The problem is that digitally stretching just a little creates noticeable artifacts; not quite clicking, not quite gargling, but annoying nonetheless. What I finally ended up doing was resetting the format from 44.1k to 48k and then pitch-shifting to try and match the duration of the video-- more or less, since the commentary tracks were not exactly the right length, and it took a lot of trial and error: each change took something like 20 minutes to render, then I had to try and sync up the background audio to the video. It was tedious and frustrating.
I started at a little past 7:00, and I finally wrapped a little after midnight.
"But marmot," you may ask, "Why didn't you record it with a converter that's locked to the video to begin with and save yourself the headache?"
Quite simply because the only genlocked A/D converters that I have are in my studio and not portable, and for various reasons I had to do this on location.

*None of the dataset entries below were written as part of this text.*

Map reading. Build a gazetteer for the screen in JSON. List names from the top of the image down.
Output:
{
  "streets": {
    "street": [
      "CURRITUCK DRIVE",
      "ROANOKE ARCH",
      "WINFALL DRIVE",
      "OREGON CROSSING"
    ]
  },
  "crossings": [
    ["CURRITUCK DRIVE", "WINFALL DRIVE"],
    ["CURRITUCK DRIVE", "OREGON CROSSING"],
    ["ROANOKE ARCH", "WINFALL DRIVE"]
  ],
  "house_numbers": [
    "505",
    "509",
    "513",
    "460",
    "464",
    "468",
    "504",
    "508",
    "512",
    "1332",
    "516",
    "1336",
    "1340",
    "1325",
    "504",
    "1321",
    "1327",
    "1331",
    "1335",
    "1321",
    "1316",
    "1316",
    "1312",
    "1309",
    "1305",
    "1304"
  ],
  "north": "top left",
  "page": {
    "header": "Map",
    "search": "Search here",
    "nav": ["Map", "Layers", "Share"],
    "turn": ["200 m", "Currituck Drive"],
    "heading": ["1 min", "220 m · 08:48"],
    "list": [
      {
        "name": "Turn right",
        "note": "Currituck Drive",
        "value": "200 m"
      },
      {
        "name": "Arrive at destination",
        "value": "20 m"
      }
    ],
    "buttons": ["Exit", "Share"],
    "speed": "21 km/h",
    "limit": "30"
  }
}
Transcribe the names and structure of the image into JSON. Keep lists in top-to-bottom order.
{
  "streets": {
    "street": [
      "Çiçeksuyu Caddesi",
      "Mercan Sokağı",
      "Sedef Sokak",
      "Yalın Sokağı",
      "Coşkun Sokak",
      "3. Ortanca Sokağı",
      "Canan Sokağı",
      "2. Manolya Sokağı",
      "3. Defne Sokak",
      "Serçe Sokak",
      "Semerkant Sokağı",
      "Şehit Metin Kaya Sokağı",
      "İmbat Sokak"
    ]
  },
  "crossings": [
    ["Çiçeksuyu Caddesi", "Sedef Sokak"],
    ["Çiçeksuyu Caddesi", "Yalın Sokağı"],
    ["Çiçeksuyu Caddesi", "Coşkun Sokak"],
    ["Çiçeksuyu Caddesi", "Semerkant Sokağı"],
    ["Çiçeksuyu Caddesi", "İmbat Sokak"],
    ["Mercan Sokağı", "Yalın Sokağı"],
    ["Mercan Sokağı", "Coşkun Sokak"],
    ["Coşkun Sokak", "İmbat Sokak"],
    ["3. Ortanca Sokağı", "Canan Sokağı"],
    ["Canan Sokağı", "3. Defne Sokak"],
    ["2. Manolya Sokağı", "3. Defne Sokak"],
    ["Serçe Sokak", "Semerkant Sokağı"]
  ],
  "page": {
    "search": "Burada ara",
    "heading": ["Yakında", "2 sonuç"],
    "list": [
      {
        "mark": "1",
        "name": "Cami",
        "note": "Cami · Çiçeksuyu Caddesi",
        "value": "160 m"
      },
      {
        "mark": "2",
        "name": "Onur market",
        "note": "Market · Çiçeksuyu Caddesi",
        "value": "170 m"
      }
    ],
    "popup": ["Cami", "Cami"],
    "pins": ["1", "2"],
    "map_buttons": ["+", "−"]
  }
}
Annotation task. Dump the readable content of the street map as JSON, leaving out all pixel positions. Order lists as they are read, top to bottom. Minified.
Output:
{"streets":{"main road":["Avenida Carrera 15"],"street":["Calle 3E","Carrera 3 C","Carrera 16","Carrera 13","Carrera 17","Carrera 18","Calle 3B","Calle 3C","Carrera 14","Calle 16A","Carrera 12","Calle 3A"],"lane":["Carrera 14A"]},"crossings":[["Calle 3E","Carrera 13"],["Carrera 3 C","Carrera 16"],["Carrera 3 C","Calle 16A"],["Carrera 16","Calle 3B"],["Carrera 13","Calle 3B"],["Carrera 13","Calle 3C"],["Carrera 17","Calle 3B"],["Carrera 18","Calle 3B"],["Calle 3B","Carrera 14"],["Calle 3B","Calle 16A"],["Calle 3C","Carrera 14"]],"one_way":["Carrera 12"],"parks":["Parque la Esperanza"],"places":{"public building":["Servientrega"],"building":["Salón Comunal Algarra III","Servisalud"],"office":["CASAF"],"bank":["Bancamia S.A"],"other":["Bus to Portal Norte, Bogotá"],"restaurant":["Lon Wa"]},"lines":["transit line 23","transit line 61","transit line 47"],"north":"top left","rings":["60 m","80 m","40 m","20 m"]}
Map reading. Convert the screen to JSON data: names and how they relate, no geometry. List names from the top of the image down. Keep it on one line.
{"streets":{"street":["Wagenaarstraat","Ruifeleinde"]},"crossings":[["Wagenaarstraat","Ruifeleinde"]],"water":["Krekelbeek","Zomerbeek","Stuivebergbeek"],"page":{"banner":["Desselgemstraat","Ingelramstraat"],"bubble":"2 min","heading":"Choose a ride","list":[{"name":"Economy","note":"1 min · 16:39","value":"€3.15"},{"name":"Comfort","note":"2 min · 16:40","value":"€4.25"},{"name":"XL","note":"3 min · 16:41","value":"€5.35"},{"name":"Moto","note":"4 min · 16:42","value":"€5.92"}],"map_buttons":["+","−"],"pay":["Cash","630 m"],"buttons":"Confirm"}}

This is important to consider, since avindair has commented that any projects he wants to do in the future he wants to record dual-system (this is where you record the audio separately from the video), and I'm trying to talk him out of it as being an unnecessary and time-consuming step, particularly at the speed at which he wants to shoot. With dual-system, you can't run-n-gun, you have to clap-slate every take, you need more people (I'm basing this on a separate boom operator and recordist; it's possible to combine them into one person if you have a good portable recorder), and you have to spend the time to re-sync the takes later. It may not seem like a lot to do for one take, but when you consider the hundreds (and sometimes thousands) of takes that you get on a feature film, it becomes a daunting task. I know, I've done it. And when the sample rates don't match, you will end up pulling out your hair. (For short takes, small sample rate mismatches aren't a problem-- it's the longer ones that are a PITA.
There are some pros to it, primarily the sound quality. If you have a consumer or prosumer-level camera, the sound quality in recording is pretty much guaranteed to be left-handed crap: it's usable, but it needs a lot of processing to clean up noise and hiss, and sometimes you just can't clean things up.
Another advantage is that you're not tethered to the camera. If you are shooting genlocked, you do need a tether to the video, and this is likely one of those situations where you need a separate sound recordist and boom operator.
The downside is that it takes more time, both to shoot and in postproduction.